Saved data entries

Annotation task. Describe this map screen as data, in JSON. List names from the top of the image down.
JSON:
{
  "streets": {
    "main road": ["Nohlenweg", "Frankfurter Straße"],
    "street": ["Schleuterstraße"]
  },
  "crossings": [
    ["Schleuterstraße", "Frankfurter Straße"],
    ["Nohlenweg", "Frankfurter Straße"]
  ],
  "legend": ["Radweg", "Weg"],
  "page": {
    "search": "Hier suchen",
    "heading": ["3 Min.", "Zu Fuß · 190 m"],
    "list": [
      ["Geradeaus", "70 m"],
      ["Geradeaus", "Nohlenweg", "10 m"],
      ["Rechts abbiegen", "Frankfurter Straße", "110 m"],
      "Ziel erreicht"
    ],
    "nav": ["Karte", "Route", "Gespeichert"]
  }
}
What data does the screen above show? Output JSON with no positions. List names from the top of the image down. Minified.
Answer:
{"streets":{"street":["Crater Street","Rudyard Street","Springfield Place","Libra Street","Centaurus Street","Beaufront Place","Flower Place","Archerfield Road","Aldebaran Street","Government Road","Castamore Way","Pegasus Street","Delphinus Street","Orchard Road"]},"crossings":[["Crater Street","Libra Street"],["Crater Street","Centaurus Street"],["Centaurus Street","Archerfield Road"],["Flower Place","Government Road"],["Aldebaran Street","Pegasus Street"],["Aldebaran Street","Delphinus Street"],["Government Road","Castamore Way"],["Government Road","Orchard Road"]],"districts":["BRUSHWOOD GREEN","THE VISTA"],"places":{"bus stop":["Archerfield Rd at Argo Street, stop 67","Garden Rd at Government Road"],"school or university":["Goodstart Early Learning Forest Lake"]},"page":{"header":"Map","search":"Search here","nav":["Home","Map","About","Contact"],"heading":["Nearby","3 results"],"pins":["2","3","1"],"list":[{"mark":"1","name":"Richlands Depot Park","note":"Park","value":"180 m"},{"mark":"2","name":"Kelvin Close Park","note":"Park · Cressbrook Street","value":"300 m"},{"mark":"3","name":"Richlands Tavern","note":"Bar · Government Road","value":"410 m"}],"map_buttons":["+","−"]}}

- _Assigned task_: Identify all lines in the records above with the word "image".

- _Your solution_:
Annotation task. Describe this map screen as data, in JSON. List names from the top of the image down.
What data does the screen above show? Output JSON with no positions. List names from the top of the image down. Minified.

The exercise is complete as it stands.